Genre : Doom/Death Metal
Note : 95/100 (Hostlost)
Label : Nuclear Blast Records
Sortie : 19 Septembre 2025
(Une chronique dont vous êtes le héros)
Jetez votre dé !
Vous avez fait 6. Vous êtes obligé de vous taper l’introduction/mise en contexte rébarbative mais ô combien nécessaire !
Dix-sept… Ascension, dernier album des tristes sir(e)s de Paradise Lost, est le dix-septième album des anglais du Yorkshire. Un de plus ? C’est ce que nous allons voir…

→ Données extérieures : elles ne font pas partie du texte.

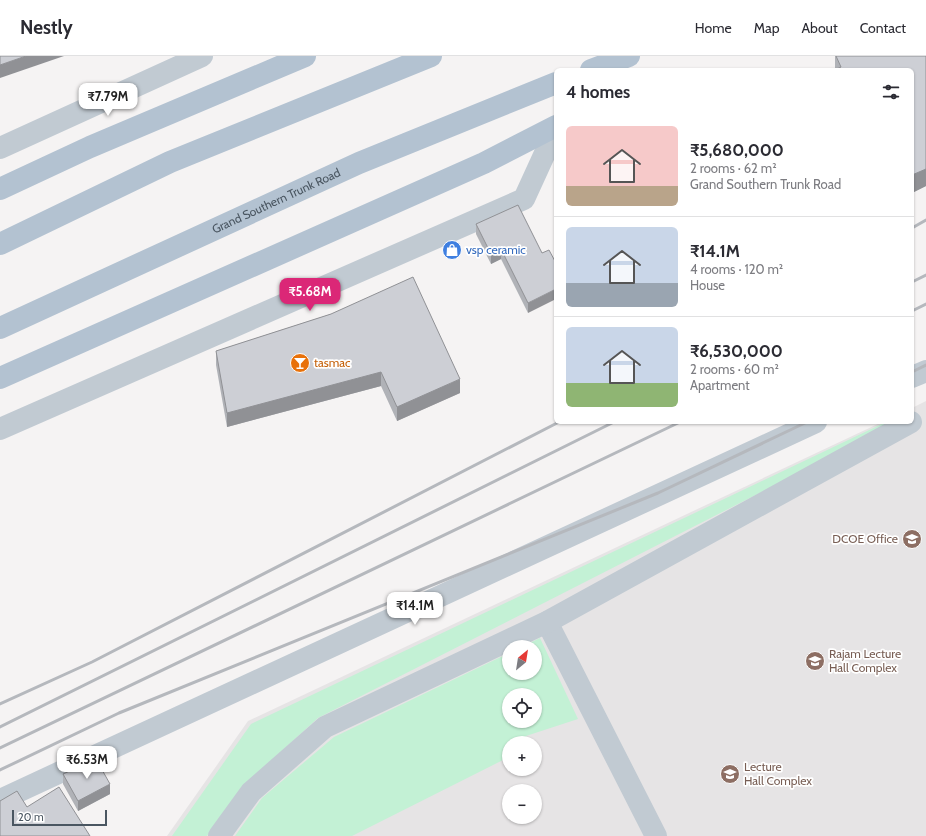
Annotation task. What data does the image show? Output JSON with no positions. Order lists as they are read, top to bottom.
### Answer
{
  "streets": {
    "main road": ["Grand Southern Trunk Road"]
  },
  "places": {
    "shop": ["vsp ceramic"],
    "bar": ["tasmac"],
    "school or university": ["DCOE Office", "Rajam Lecture Hall Complex", "Lecture Hall Complex"]
  },
  "scale_bar": "20 m",
  "north": "top right",
  "page": {
    "header": "Nestly",
    "nav": [
      "Home",
      "Map",
      "About",
      "Contact"
    ],
    "heading": "4 homes",
    "price": [
      "₹7.79M",
      "₹5.68M",
      "₹14.1M",
      "₹6.53M"
    ],
    "list": [
      {
        "name": "₹5,680,000",
        "note": "2 rooms · 62 m² · Grand Southern Trunk Road"
      },
      {
        "name": "₹14.1M",
        "note": "4 rooms · 120 m² · House"
      },
      {
        "name": "₹6,530,000",
        "note": "2 rooms · 60 m² · Apartment"
      }
    ],
    "map_buttons": ["+", "−"],
    "scale": "20 m"
  }
}
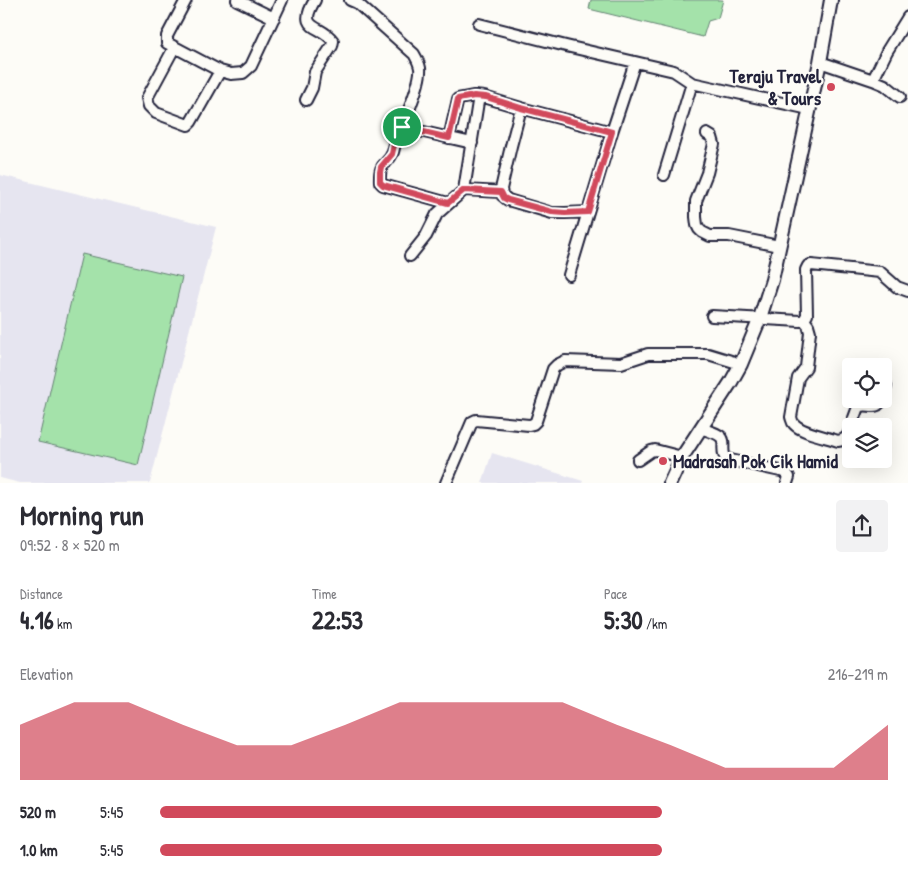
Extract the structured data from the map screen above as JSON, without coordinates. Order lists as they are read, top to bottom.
{
  "places": ["Teraju Travel & Tours", "Madrasah Pok Cik Hamid"],
  "page": {
    "heading": ["Morning run", "09:52 · 8 × 520 m"],
    "stats": [
      ["Distance", "4.16 km"],
      ["Time", "22:53"],
      ["Pace", "5:30 /km"]
    ],
    "chart": ["Elevation", "216–219 m"],
    "list": [
      {
        "name": "520 m",
        "note": "5:45"
      },
      {
        "name": "1.0 km",
        "note": "5:45"
      }
    ]
  }
}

Aveuglé par le talent de Lord Gregory John Mackintosh et ce, dès « l’Immature » première réalisation en 1990 avec Lost Paradise, je leur ai toujours mangé dans la main et les ai même supporté sans trop faire le difficile durant leurs errements électroniques (1996-2001). L’éclair de lucidité m’a frappé lors de la tournée pour célébrer les vingt ans du groupe en 2008, accompagné de My Dying Bride et Anathema. Ce devait être une soirée exceptionnelle au Bataclan et pourtant le show se transforma en fiasco complet, pas aidé, il est vrai, par le batteur intérimaire Mark Heron d’Oceansize, aux fraises pour rester poli… Depuis lors, je suis plus critique, surtout que d’autres signaux m’ont donné raison comme le Live Symphony For The Lost (2015) mais aussi l’antépénultième album Medusa (2017), vendeurs de rêve sur le papier et totalement dispensables !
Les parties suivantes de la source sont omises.